What you need to do:
The answer must be the lines from the one containing "For a GIS import: Transcribe" through the last line of the data below, copied exactly, with nothing else.
====================
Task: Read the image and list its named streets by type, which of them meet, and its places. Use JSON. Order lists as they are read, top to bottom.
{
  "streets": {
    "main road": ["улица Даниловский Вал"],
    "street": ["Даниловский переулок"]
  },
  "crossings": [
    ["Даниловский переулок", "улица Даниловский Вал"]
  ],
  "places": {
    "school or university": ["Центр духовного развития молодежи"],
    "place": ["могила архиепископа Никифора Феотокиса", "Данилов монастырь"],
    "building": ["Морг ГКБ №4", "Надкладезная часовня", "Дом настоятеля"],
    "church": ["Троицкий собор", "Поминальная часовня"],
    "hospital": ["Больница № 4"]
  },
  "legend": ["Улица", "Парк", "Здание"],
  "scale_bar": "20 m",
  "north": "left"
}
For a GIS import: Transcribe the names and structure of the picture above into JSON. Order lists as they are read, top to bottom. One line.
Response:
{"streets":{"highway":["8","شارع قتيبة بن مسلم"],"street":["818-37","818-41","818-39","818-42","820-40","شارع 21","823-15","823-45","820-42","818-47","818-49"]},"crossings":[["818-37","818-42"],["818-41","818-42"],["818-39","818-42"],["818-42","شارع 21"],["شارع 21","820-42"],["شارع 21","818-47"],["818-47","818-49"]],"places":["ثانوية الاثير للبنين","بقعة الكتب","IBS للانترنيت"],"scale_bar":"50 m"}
====================
Task result:
For a GIS import: Transcribe the names and structure of the picture above into JSON. Order lists as they are read, top to bottom. One line.
Response:
{"streets":{"highway":["8","شارع قتيبة بن مسلم"],"street":["818-37","818-41","818-39","818-42","820-40","شارع 21","823-15","823-45","820-42","818-47","818-49"]},"crossings":[["818-37","818-42"],["818-41","818-42"],["818-39","818-42"],["818-42","شارع 21"],["شارع 21","820-42"],["شارع 21","818-47"],["818-47","818-49"]],"places":["ثانوية الاثير للبنين","بقعة الكتب","IBS للانترنيت"],"scale_bar":"50 m"}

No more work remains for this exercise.